TASK ITEM: Only the lines with "Essa" in the entries below belong in the answer; please copy them.

Saved data entries:
· · ·

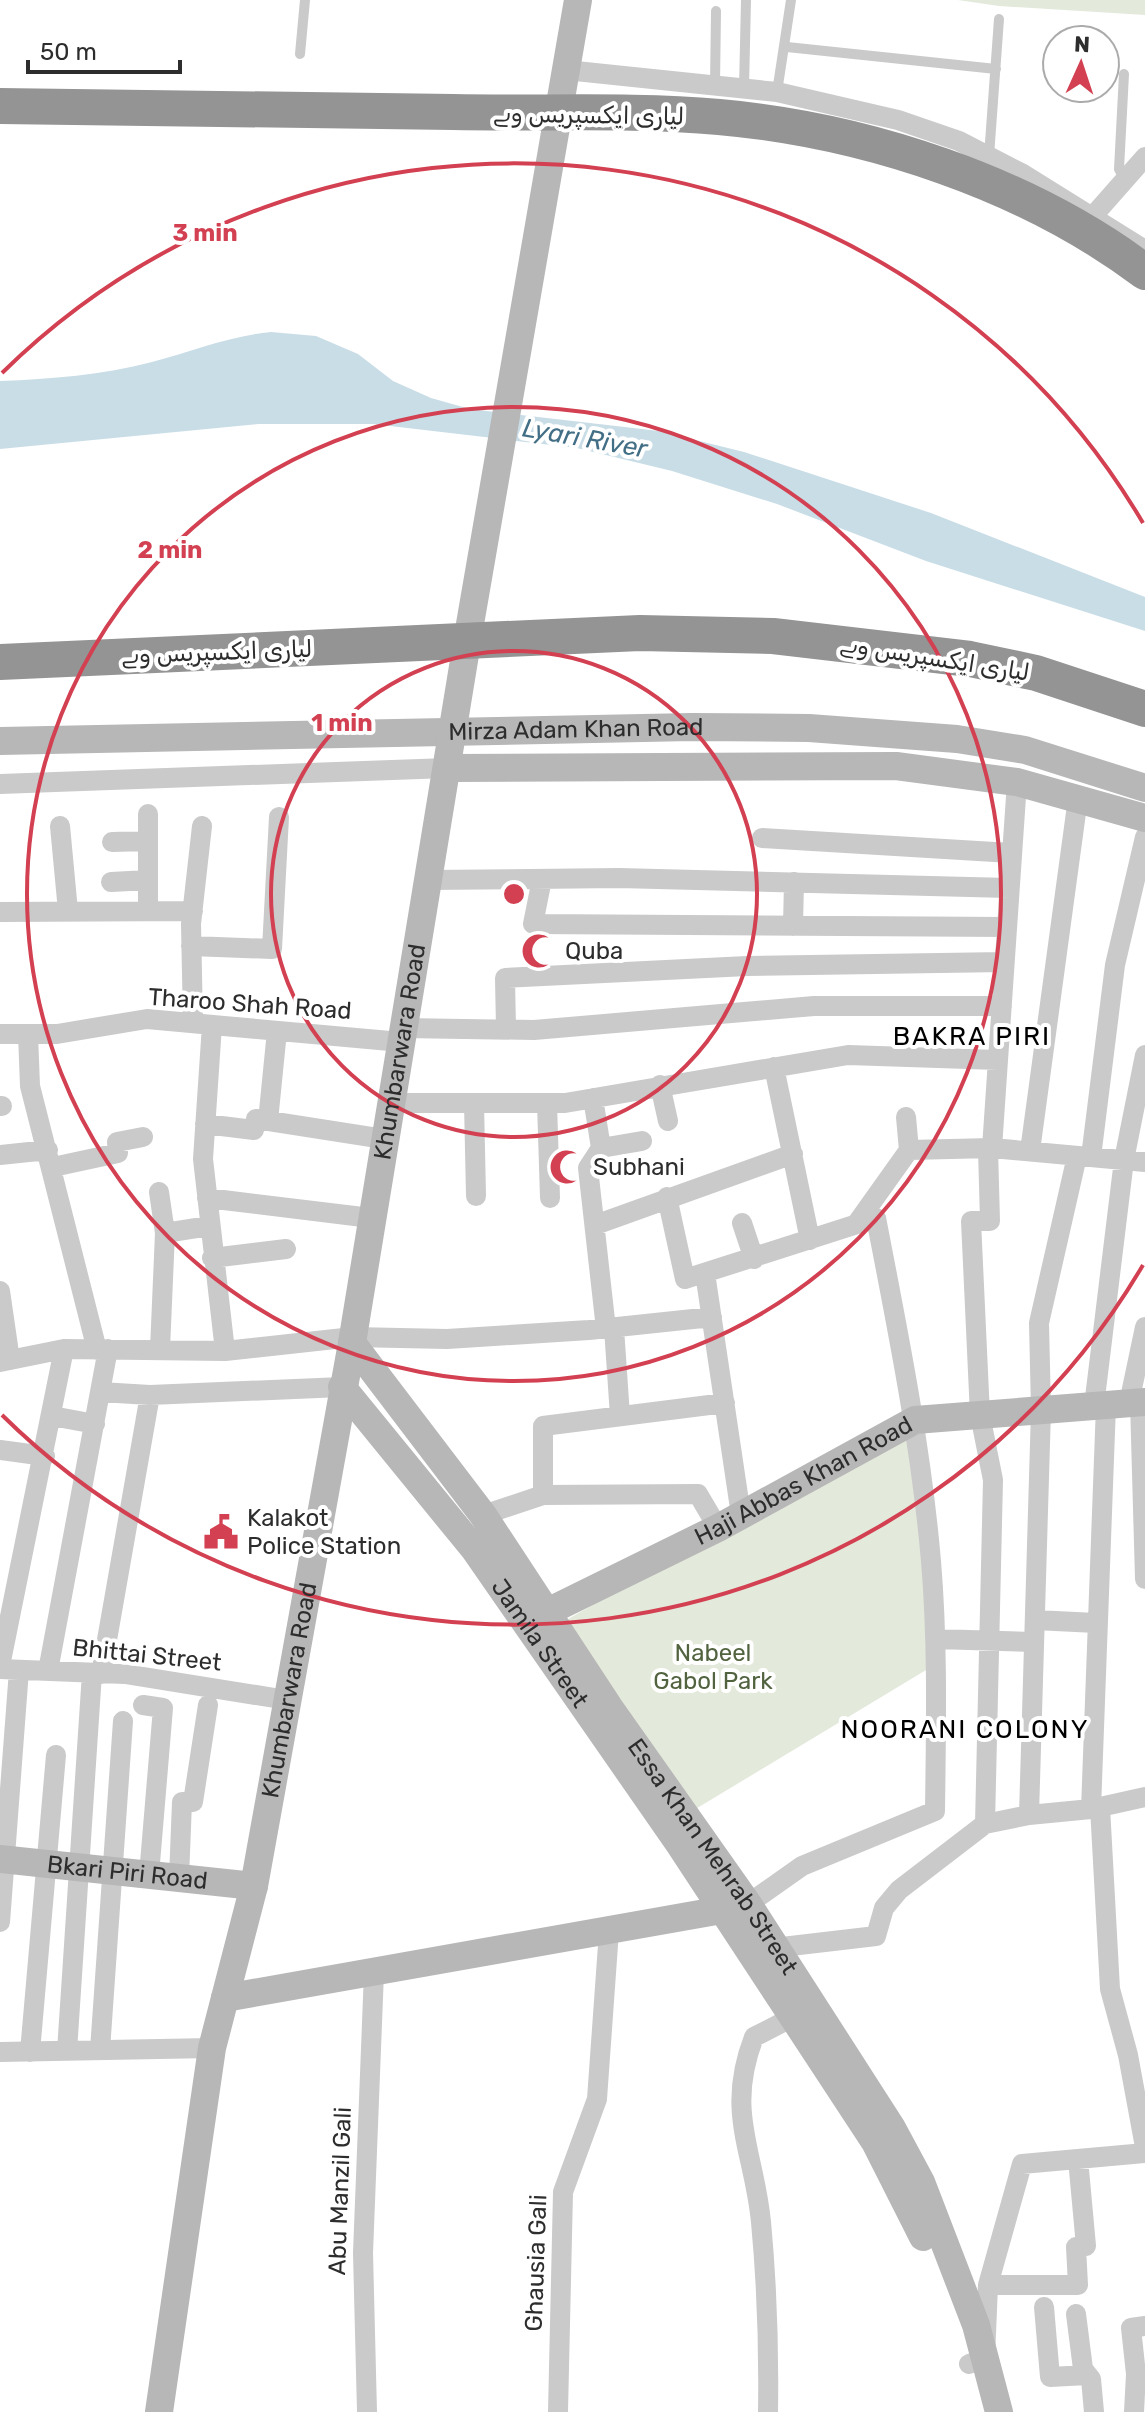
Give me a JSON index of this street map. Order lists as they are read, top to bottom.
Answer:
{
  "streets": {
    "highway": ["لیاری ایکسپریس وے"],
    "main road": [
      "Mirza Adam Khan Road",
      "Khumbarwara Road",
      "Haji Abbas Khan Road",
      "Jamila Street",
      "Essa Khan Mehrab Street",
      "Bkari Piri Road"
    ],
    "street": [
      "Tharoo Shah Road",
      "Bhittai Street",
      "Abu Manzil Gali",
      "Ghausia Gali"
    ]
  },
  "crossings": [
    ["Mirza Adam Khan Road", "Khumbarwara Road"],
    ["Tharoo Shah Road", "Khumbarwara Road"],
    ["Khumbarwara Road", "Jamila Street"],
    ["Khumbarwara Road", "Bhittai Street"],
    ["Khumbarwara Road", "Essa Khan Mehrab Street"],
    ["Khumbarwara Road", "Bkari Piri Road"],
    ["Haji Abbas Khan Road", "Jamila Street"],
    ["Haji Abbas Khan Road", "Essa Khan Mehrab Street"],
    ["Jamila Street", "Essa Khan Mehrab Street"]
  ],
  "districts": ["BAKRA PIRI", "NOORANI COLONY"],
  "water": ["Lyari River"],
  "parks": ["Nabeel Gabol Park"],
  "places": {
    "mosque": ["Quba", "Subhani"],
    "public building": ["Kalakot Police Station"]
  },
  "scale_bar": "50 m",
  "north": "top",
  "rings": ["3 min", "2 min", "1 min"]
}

· · ·

RESPONSE:
      "Essa Khan Mehrab Street",
    ["Khumbarwara Road", "Essa Khan Mehrab Street"],
    ["Haji Abbas Khan Road", "Essa Khan Mehrab Street"],
    ["Jamila Street", "Essa Khan Mehrab Street"]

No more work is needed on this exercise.